### INPUT
________________

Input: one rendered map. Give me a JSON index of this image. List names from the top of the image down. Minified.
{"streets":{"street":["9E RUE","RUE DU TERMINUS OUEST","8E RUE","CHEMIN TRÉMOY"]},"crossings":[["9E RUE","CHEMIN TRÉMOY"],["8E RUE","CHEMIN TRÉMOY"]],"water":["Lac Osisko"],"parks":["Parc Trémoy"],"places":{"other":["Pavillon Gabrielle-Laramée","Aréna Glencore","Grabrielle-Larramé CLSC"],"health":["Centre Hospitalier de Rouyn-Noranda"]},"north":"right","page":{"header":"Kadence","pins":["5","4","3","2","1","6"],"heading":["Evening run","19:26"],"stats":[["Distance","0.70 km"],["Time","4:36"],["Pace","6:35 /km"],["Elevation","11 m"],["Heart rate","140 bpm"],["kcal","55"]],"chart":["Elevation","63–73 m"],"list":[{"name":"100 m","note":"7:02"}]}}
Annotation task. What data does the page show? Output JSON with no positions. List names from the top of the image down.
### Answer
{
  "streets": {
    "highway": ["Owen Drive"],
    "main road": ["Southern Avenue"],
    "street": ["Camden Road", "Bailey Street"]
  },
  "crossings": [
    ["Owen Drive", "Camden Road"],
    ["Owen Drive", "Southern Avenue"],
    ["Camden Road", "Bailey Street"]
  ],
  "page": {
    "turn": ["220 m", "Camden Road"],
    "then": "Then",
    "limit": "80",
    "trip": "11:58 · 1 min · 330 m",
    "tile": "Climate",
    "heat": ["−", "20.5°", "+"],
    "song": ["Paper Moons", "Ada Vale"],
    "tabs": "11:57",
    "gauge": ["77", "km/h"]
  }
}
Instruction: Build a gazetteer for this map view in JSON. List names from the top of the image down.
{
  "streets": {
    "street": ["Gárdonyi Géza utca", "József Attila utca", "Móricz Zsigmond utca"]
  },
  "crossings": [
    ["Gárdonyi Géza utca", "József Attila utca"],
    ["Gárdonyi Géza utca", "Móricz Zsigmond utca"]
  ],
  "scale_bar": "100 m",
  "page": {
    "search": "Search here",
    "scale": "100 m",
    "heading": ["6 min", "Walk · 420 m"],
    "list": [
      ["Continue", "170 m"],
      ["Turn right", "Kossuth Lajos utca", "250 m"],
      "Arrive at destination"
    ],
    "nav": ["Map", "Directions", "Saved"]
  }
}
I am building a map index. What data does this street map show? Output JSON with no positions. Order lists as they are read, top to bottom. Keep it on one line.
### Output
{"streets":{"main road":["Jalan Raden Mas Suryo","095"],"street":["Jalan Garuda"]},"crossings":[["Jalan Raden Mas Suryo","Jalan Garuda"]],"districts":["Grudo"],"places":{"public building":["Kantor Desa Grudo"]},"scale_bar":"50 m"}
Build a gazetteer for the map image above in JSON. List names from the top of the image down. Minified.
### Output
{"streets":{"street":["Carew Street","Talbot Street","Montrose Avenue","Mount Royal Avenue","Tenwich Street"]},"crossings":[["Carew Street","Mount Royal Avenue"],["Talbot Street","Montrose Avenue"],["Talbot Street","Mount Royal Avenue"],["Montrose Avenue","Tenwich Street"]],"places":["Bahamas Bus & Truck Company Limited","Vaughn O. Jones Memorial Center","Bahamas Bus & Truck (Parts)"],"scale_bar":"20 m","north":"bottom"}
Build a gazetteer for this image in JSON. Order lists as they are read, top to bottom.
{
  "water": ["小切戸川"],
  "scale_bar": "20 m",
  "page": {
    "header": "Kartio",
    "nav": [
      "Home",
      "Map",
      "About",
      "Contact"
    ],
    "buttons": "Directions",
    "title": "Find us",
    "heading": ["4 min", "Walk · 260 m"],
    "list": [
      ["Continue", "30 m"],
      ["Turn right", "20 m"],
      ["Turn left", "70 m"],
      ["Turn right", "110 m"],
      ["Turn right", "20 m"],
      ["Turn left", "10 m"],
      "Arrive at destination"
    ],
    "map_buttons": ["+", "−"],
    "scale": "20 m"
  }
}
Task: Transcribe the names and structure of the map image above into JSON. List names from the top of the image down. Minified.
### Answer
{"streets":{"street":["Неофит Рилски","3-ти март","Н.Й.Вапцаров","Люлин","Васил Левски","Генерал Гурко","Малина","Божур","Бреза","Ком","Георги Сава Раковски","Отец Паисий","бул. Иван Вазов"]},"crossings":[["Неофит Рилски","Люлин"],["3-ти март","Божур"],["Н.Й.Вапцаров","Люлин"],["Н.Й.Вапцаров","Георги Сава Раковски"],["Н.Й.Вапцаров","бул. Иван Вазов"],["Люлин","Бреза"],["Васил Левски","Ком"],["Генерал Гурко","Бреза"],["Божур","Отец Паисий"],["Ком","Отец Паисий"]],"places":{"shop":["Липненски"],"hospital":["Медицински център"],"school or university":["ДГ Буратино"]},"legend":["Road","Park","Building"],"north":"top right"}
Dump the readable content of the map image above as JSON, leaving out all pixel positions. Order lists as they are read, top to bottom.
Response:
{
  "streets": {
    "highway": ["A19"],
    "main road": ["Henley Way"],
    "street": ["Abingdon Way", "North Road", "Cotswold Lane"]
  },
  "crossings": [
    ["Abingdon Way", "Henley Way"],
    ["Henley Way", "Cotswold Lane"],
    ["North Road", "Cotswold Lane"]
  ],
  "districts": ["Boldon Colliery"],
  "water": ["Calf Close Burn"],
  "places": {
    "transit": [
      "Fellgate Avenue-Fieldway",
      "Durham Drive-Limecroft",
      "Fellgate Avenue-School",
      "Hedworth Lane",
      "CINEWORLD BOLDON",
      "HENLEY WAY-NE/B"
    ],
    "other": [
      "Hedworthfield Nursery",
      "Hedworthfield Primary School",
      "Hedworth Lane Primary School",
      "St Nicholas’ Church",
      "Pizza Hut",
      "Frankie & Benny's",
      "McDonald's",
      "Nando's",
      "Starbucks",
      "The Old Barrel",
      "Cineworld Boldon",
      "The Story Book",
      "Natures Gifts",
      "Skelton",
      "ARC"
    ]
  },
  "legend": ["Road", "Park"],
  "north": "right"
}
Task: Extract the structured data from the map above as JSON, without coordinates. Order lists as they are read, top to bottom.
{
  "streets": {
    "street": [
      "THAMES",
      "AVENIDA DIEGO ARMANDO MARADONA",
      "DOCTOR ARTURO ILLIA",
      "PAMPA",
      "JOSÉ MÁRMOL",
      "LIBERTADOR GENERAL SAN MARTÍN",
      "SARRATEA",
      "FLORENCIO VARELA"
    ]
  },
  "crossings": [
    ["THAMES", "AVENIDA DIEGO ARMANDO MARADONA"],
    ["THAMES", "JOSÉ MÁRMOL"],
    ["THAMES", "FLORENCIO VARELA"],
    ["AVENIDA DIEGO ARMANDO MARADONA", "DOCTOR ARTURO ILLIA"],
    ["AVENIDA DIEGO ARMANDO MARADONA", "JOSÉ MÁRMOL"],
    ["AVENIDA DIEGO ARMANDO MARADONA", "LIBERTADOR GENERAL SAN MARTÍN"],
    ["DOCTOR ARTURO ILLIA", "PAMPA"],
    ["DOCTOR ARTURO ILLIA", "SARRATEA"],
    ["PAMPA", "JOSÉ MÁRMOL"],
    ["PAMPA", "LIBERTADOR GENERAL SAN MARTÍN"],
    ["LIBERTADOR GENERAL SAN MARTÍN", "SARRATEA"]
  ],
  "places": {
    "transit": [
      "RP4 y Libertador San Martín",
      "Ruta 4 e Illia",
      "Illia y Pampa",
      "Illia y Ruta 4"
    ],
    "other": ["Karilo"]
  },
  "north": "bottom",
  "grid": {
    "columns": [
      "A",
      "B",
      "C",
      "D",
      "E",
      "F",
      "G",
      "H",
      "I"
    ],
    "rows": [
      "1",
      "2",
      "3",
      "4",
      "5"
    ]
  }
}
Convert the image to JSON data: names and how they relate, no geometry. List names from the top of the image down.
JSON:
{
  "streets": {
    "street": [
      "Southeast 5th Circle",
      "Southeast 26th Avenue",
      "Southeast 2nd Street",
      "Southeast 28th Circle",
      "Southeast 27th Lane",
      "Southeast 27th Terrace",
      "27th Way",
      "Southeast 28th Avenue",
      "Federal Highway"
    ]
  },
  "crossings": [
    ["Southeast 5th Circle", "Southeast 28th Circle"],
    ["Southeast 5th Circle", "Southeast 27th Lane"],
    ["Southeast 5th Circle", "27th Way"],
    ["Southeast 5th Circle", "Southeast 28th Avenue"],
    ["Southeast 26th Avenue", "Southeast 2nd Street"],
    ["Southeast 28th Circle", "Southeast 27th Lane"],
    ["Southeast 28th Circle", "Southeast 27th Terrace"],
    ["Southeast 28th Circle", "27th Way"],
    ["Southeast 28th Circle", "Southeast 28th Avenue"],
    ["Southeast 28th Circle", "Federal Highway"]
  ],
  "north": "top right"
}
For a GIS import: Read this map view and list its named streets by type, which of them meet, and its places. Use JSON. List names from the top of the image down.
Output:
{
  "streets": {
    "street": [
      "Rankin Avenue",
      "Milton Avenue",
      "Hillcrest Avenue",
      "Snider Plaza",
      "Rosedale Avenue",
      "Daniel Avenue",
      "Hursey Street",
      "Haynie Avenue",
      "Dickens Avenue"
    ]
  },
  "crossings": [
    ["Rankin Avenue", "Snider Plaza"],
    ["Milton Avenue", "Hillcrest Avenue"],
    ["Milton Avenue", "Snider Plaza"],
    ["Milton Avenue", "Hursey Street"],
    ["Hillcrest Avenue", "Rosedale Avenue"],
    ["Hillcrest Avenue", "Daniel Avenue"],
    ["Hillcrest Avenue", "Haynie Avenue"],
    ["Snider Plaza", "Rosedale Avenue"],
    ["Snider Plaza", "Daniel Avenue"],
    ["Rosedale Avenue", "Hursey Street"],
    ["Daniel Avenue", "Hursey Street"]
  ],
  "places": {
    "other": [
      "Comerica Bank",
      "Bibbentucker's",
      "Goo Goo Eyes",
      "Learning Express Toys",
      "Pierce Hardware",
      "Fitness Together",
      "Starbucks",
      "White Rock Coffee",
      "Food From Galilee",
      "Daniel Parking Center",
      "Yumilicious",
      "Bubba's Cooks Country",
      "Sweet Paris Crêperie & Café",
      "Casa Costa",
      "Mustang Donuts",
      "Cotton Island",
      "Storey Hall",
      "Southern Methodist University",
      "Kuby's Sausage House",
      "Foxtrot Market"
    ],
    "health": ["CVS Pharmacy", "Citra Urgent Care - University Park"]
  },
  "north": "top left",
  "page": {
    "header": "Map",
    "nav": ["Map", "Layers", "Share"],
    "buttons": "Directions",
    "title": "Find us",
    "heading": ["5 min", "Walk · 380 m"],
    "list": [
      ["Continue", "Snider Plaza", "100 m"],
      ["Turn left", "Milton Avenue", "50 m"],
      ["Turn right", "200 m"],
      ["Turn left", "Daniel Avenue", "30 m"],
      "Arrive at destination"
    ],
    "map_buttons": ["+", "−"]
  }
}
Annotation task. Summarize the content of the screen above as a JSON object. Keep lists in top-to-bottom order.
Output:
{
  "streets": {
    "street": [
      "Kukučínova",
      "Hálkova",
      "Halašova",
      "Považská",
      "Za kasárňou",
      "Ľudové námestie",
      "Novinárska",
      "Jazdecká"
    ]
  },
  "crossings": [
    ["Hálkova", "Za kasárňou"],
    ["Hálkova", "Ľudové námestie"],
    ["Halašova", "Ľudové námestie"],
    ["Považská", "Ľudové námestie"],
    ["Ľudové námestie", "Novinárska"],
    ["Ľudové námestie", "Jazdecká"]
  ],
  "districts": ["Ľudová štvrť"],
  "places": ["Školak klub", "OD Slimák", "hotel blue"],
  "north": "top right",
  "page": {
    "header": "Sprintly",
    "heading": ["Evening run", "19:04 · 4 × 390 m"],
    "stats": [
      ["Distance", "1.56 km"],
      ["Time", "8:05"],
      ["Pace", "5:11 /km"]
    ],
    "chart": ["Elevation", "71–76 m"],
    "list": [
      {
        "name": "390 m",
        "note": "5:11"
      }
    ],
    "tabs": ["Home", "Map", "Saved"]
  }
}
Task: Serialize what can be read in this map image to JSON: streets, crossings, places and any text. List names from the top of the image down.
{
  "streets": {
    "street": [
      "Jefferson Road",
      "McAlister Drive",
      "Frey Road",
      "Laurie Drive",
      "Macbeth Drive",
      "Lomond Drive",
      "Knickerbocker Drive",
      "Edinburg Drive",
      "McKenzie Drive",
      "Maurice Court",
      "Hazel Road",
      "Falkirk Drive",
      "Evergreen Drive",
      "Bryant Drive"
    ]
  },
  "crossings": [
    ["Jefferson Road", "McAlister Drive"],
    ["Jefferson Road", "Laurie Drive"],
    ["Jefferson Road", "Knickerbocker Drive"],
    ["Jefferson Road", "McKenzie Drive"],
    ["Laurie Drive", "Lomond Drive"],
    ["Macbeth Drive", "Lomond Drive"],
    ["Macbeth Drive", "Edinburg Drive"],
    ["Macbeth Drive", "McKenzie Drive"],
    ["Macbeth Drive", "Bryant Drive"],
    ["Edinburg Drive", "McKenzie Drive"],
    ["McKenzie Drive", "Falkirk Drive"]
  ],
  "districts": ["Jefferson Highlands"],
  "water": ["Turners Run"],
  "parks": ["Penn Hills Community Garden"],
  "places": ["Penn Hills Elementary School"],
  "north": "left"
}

________________

### ACTION ITEM
Please return every line of the records that contains the word "DIEGO".

### EXERCISE OUTPUT
      "AVENIDA DIEGO ARMANDO MARADONA",
    ["THAMES", "AVENIDA DIEGO ARMANDO MARADONA"],
    ["AVENIDA DIEGO ARMANDO MARADONA", "DOCTOR ARTURO ILLIA"],
    ["AVENIDA DIEGO ARMANDO MARADONA", "JOSÉ MÁRMOL"],
    ["AVENIDA DIEGO ARMANDO MARADONA", "LIBERTADOR GENERAL SAN MARTÍN"],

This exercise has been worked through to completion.